L'INSECURITE CA SE CONSTRUIT...
(sécurité super star)

Combien de fois peut-on mentir dans un article de seize courtes lignes et demie sans y apporter le moindre rectificatif les jours suivant ?
Quatre fois ! Record établi dans l’édition des Hauts-de-Seine du Parisien, datée du samedi 11 mai 2002, qui à la rubrique des faits divers, se permet même un cinquième mensonge dans le titre !

Sans parler des omissions… En l’occurrence, c’est la réalité tout entière qui est omise ici, au profit d’une construction fabriquée en deux temps, d’abord dans un commissariat, puis dans les locaux du journal.
Entre un bout de réel, d’une confondante banalité (comme on va le voir), et le spectaculaire fait divers proposé au lecteur, c’est tout à la fois l’esprit policier et l’esprit médiatique qui se sont intercalés, faisant ainsi apparaître ce qu’on pourrait appeler l’esprit, ou plutôt le manque d’esprit, de l’époque : le mensonge, la confusion, la manipulation de la réalité. Dans un domaine qui, de plus, est tragiquement en vogue en ce moment et en France, celui de l’insécurité.

Le hasard a fait que la voiture dont il est question ici appartient à une connaissance. Sans ce hasard nous n’y aurions vu que du feu. Avez-vous remarqué que quand vous lisez dans le journal, écoutez à la radio ou regardez à la télévision une histoire que vous ou un proche avez vécue, la version des médias n’a souvent plus qu’un lointain rapport avec la version originale ? Et cela de façon tellement systématique qu’il nous faut bien douter de la totalité du discours médiatique puisque dans la plupart des cas nous n’avons pas de repères réels pour les confronter à l’interprétation qui nous en est donnée.

Car il ne s’agit pas simplement d’erreurs sur les faits. Il s’agit de la reconstruction bel et bien délibérée de ceux-là, dans un sens et pour des buts qui apparaissent clairement dans la simple juxtaposition des trois versions successives de ce qui n’est pourtant qu’une seule et même histoire : la version réelle, la version policière et la version journalistique. Les voici donc, à commencer par la version présentée au public, à partir de laquelle on remontera vers la source via quelques brefs passages au commissariat de Colombes, puisque c’est dans cette banlieue que s’est passé l’incident.


Colombes
Le conducteur n’avait pas 11 ans

Les agents de la brigade anticriminalité de Colombes ont dû être quelque peu surpris, hier, en arrivant sur les lieux de leur intervention. Appelés, vers 1 h 50, pour tenter d’arrêter les occupants d’une voiture qui se livrent à un dangereux rodéo, rue Champy, à Colombes, les fonctionnaires se sont retrouvés nez à nez avec quatre enfants, âgés pour trois d’entre eux de 12 ans alors que le quatrième garçon n’avait pas encore 11 ans ! Manifestement, guère experts dans l’art de la conduite, les jeunes apprentis conducteurs ont terminé leur rodéo dans un mur avant d’être interpellés. (St. S.)

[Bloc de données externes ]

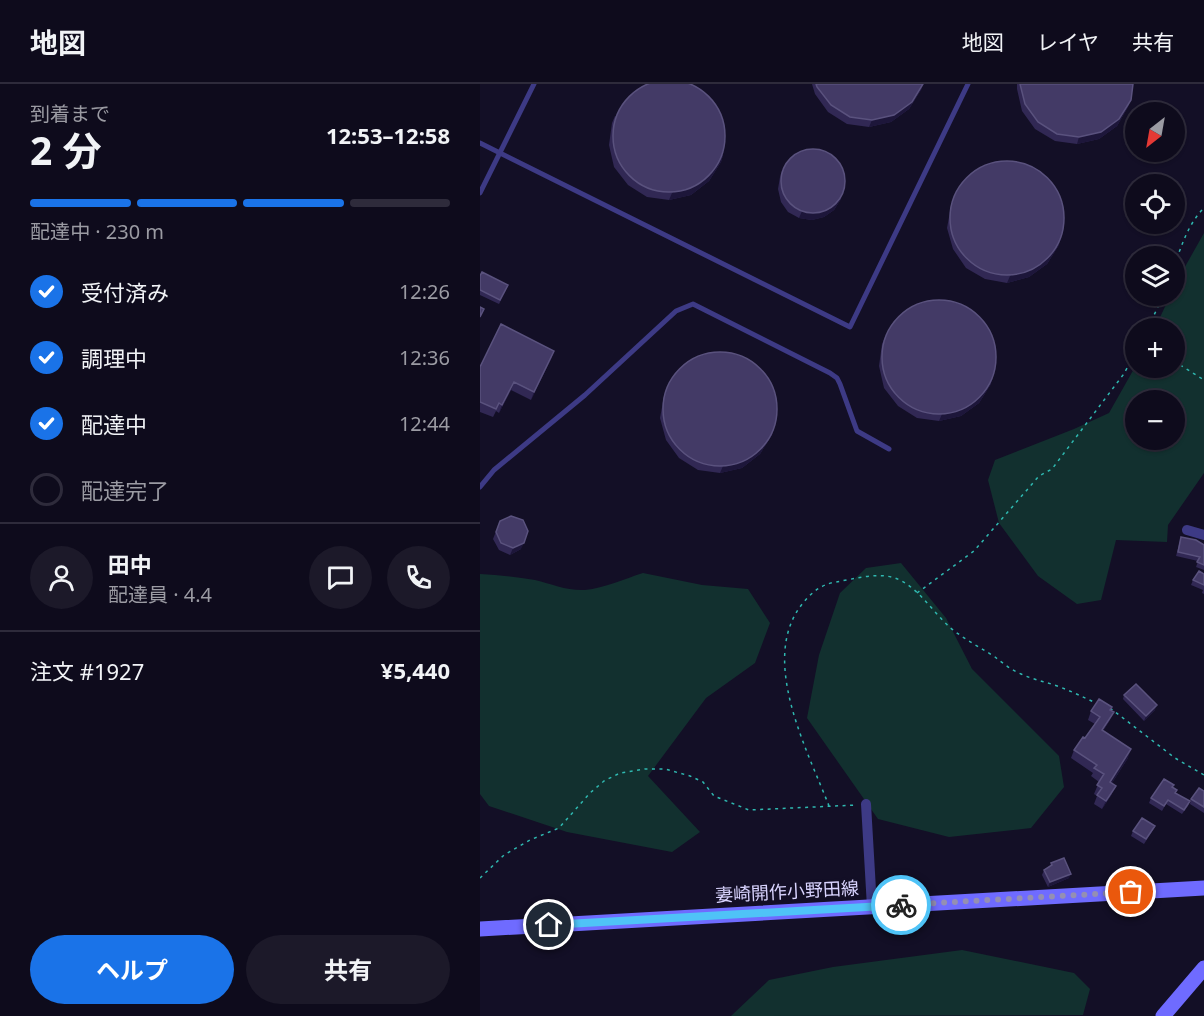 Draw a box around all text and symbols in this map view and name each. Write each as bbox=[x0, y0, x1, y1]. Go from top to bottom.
text: 地図 bbox=[30, 23, 86, 61]
text: 地図 bbox=[962, 28, 1004, 56]
text: レイヤ bbox=[1037, 28, 1099, 56]
text: 共有 bbox=[1132, 28, 1174, 56]
text: 到着まで bbox=[30, 100, 110, 127]
north arrow bbox=[1125, 102, 1185, 162]
map controls bbox=[1125, 102, 1185, 450]
text: 12:53–12:58 bbox=[326, 120, 450, 150]
text: 2 分 bbox=[30, 123, 101, 176]
button: locate bbox=[1125, 174, 1185, 234]
text: 配達中 · 230 m bbox=[30, 218, 164, 245]
button: layers bbox=[1125, 246, 1185, 306]
icon: check bbox=[30, 275, 63, 308]
text: 受付済み bbox=[81, 277, 169, 307]
text: 12:26 bbox=[399, 278, 450, 305]
button: + bbox=[1125, 318, 1185, 378]
icon: check bbox=[30, 341, 63, 374]
text: 調理中 bbox=[81, 343, 147, 373]
text: 12:36 bbox=[399, 344, 450, 371]
button: − bbox=[1125, 390, 1185, 450]
icon: check bbox=[30, 407, 63, 440]
text: 配達中 bbox=[81, 409, 147, 439]
text: 12:44 bbox=[399, 410, 450, 437]
text: 配達完了 bbox=[81, 475, 169, 505]
button: person bbox=[30, 546, 93, 609]
button: chat bbox=[309, 546, 372, 609]
button: phone bbox=[387, 546, 450, 609]
text: 田中 bbox=[108, 549, 152, 579]
text: 配達員 · 4.4 bbox=[108, 581, 212, 608]
text: ¥5,440 bbox=[381, 655, 450, 685]
text: 注文 #1927 bbox=[30, 656, 144, 686]
pin bbox=[1105, 866, 1156, 917]
street label: 妻崎開作小野田線 bbox=[714, 875, 859, 907]
courier bbox=[871, 875, 931, 935]
icon: bag bbox=[1114, 875, 1147, 908]
icon: bike bbox=[885, 889, 918, 922]
pin bbox=[523, 899, 574, 950]
icon: home bbox=[532, 908, 565, 941]
button: ヘルプ bbox=[30, 935, 234, 1004]
button: 共有 bbox=[246, 935, 450, 1004]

D’abord le titre : « Le conducteur n’avait pas 11 ans ». Quatre enfants ont effectivement été arrêtés, et si l’article dit vrai, trois ont 12 ans, le quatrième « pas encore 11 ans. » C’est par pure accroche sensationnaliste que le titre décrète que le conducteur est justement le plus jeune. La meilleure preuve en est qu’il… n’y avait pas de conducteur ! On va voir pourquoi.

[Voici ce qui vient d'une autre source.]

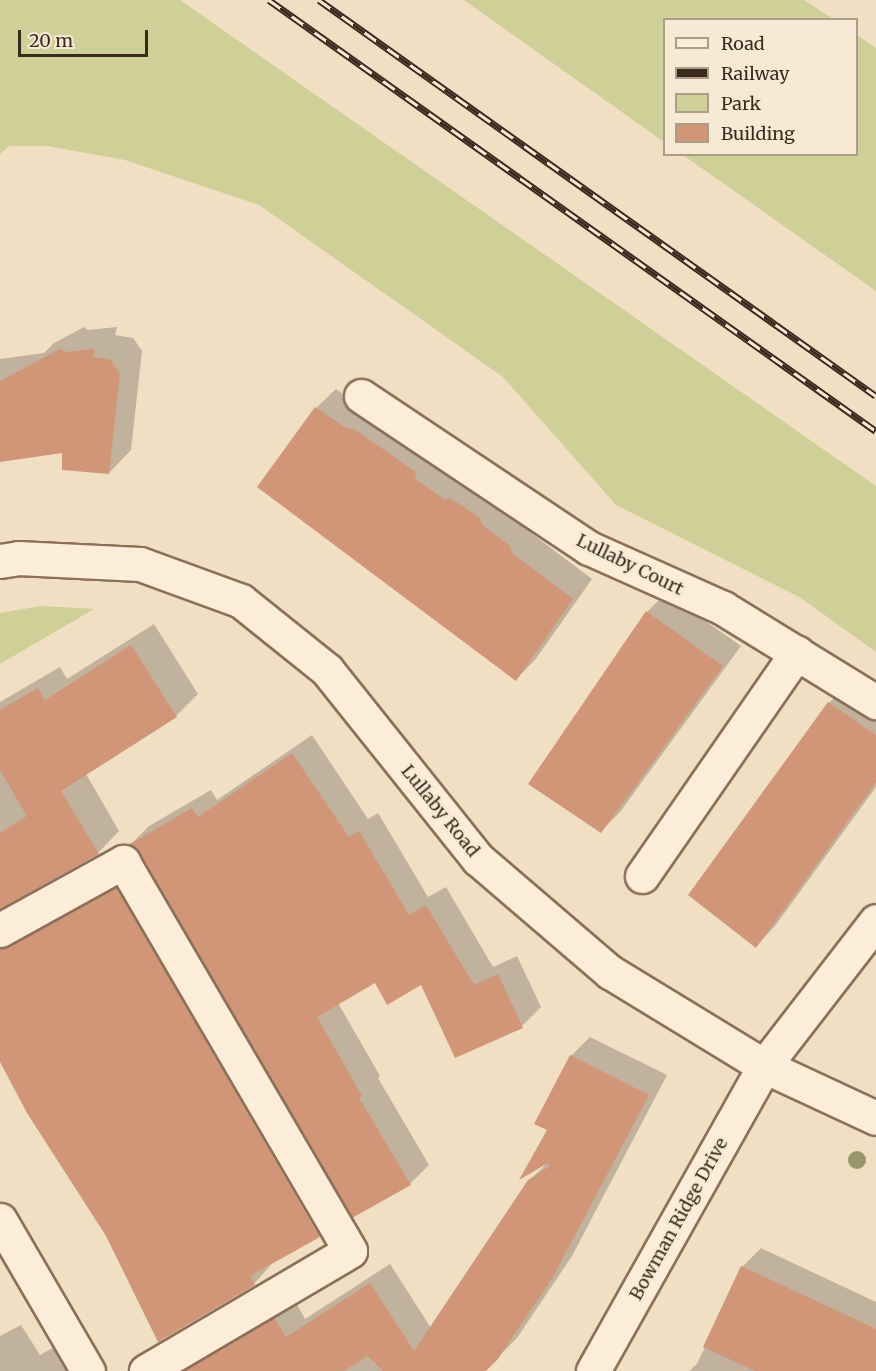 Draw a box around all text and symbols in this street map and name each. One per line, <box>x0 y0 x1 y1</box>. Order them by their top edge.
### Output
scale bar <box>21 18 152 56</box>
legend <box>663 18 858 156</box>
text: 20 m <box>29 29 73 52</box>
text: Road <box>721 32 765 55</box>
text: Railway <box>721 62 789 85</box>
text: Park <box>721 92 761 115</box>
text: Building <box>721 122 795 145</box>
street label: Lullaby Court <box>573 530 687 600</box>
street label: Lullaby Road <box>396 761 484 861</box>
street label: Bowman Ridge Drive <box>625 1134 733 1304</box>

L’article, daté du samedi 11 mai donc, décrit un fait arrivé « hier ». C’est faux : les faits ont eu lieu le jeudi 9 mai. Les agents de la brigade anticriminalité auraient été « appelés vers 1 h 50 ». Encore faux ! Cela s’est passé dans l’après-midi de ce jeudi. Déplacer les faits au milieu de la nuit leur confère ainsi une intensité plus dramatique, qui est porteuse de bien plus de sous-entendus : que font des mômes à cette heure-là dans la rue, etc. Quand on sait que par ailleurs le journal le Parisien se fait régulièrement l’écho bienveillant des mesures de couvre-feu prises par certains maires à l’encontre des mineurs, on voit bien comment de telles petites phrases préparent ainsi le terrain…

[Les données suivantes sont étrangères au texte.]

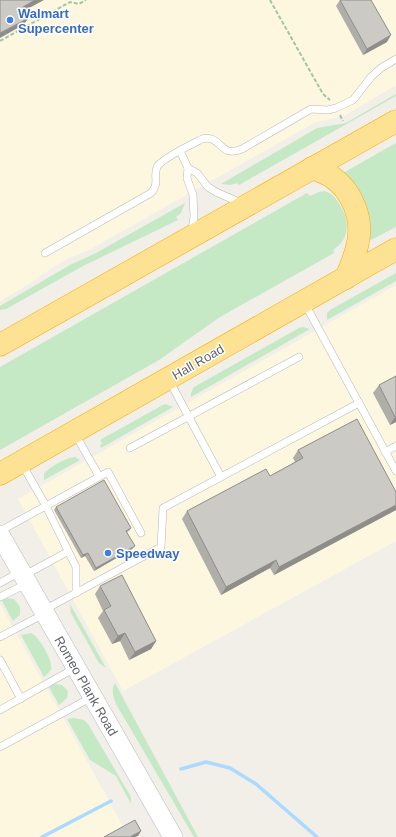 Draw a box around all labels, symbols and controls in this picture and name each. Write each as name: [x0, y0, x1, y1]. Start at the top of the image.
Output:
place label: Walmart Supercenter: [18, 6, 94, 36]
marker: Walmart Supercenter: [5, 15, 15, 25]
street label: Hall Road: [170, 341, 226, 383]
place label: Speedway: [116, 546, 180, 561]
marker: Speedway: [103, 548, 113, 558]
street label: Romeo Plank Road: [51, 633, 121, 739]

Les agents auraient donc été appelés « pour tenter d’arrêter les occupants d’une voiture qui se livrent à un dangereux rodéo, rue Champy ». Voilà le mensonge central : il n’y a jamais eu de rodéo ! De ce mensonge découle le suivant : « Les jeunes apprentis conducteurs ont terminé leur rodéo dans un mur avant d’être interpellés. » Comme il n’y a pas eu de rodéo, il n’y a pas plus eu d’accident final. En réalité, il n’y a même pas eu vol !
Que s’est-il alors vraiment passé et comment l’auteur de l’article en est-il arrivé à une telle version ?

La propriétaire de la voiture a garé celle-ci rue Champy le mardi. C’est une voiture en mauvais état qu’elle s’apprête justement à revendre à une casse, venant d’en acheter une nouvelle. Les jours suivant, une petite bande de mômes s’introduit dans la voiture pour s’amuser. Il y aura d’ailleurs des riverains pour les admonester et les faire déguerpir mais ils y reviendront. Et le jeudi ce sont cette fois les agents qui interviennent et arrêtent les gamins à l’intérieur du véhicule, mais sans que celui-ci n’ait bougé de la place où il avait été garé.
Le commissariat prévient alors la propriétaire de la voiture, lui demandant de passer, ce qu’elle fait donc en fin d’après-midi. Trois policiers en civil lui expliquent qu’on lui a volé sa voiture mais qu’on l’a retrouvée encastrée dans un poteau (plus tard, ce sera un mur…) et qu’on a interpellé les voleurs, quatre mineurs. Ils lui conseillent très fortement de porter plainte. Devant son refus, ils se font plus insistants et ne lui donnent pas l’autorisation d’aller la chercher à la fourrière, sous prétexte d’un « complément d’enquête ». Et l’entrevue se termine sur un « revenez demain ».

Le vendredi, la propriétaire de la voiture va voir celle-ci à la fourrière. Il n’y a aucun dégât extérieur, si ce n’est ceux qui existaient déjà : la version du poteau (qui alternait avec celle du mur) ayant mis fin au prétendu rodéo ne tient donc pas la route. Quant à l’intérieur, le Neiman est bloqué : il est donc clair que la voiture n’a pas même été volée ! D’ailleurs, de retour au commissariat, et alors qu’elle fait remarquer tout cela aux policiers, ceux-ci lui confirment que ce sont bien eux qui ont transporté le véhicule de la place où il était garé (où la propriétaire l’avait garée donc) jusqu’à la fourrière. Malgré cette accumulation de faits prouvant qu’il ne s’agissait que d’un chahut de gamins, les policiers maintiennent leur version du rodéo nocturne et leur pression pour que plainte soit déposée. Et l’entrevue se termine sur un « revenez lundi ».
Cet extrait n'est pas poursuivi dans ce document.